The former head of the CIA and the National Security Agency, General Michael Hayden has said that the reforms recently announced by president Barack Obama to tackle mass surveillance are limited, as they allow the spy agency "a pretty big box" in which to continue to operate.
Hayden was reported by the Guardian as speaking at an Oxford University lecture, when he said that while some of the reforms would be onerous for the NSA, the agency still had room to manoeuvre, enabling it to continue to collect metadata.
The former NSA chief said that Obama's reforms to ensure that phone calls of friendly leaders would not be listened to would be adhered to until the US saw fit to hack into the systems once again.
"I guess what I am saying is this president, who most people view as being quite different than his predecessor, doubled down on a programme being done under his predecessor.

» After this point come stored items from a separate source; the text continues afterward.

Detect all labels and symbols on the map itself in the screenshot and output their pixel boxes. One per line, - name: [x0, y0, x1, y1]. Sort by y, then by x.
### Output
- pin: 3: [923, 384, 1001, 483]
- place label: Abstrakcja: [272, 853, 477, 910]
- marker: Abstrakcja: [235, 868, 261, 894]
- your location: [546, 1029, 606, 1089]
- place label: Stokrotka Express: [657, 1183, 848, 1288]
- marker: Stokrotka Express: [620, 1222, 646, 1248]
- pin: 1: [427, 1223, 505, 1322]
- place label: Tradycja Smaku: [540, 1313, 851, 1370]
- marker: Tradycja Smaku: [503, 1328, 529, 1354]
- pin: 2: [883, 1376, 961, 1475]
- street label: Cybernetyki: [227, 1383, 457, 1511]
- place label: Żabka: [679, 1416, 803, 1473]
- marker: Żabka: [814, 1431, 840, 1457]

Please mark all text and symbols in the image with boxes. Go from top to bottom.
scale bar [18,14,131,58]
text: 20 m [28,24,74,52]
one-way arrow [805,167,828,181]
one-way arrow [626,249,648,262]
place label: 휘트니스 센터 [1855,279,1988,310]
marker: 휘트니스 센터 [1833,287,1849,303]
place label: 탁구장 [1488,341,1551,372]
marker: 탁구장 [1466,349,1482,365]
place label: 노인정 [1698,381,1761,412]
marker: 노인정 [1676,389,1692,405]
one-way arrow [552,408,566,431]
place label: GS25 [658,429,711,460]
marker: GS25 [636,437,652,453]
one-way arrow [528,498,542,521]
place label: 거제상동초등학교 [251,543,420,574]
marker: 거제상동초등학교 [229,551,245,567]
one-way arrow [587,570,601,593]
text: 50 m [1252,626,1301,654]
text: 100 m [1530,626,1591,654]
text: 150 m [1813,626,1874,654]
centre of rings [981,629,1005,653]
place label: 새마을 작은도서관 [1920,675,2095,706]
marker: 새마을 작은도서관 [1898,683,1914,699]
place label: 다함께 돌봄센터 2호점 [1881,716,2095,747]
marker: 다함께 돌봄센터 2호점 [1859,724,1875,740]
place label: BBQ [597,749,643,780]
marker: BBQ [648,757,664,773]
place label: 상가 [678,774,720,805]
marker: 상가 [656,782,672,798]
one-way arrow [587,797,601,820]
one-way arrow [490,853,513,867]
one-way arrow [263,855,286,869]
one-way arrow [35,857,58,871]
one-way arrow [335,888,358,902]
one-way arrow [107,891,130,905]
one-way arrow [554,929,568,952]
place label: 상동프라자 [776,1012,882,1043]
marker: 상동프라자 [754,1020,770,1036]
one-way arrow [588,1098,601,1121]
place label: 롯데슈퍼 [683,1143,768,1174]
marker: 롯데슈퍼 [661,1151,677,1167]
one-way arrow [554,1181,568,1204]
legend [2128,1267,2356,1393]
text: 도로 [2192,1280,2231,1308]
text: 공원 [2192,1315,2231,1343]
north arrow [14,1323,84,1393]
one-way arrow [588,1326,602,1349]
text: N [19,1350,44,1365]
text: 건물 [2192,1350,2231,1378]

He gave the American intelligence community a pretty big box," Hayden said.
"The president is essentially trading some restraint, some oversight, in order to keep on doing fundamentally what he has been doing."
Hayden also believes that it is very unlikely NSA whistleblower Edward Snowden would be offered a plea bargain.
He explained that there was little enthusiasm inside the US government for a deal for Snowden, unlike other deals with whistleblowers in the past.
When asked whether Snowden would be allowed back into the US without a substantial prison sentence in exchange for a return of the thousands of leaked documents that he holds, Hayden said: "There have been arrangements but I do not think there is a lot of enthusiasm inside the US for that kind of deal."
Hayden accused the Guardian, the Washington Post and Der Spiegel, who have all obtained some of the leaked documents from Snowden, for exaggerating the issues, but said they have accelerated "a necessary and frankly inevitable discussion", before adding that the discussion itself had been "misshaped" by the media.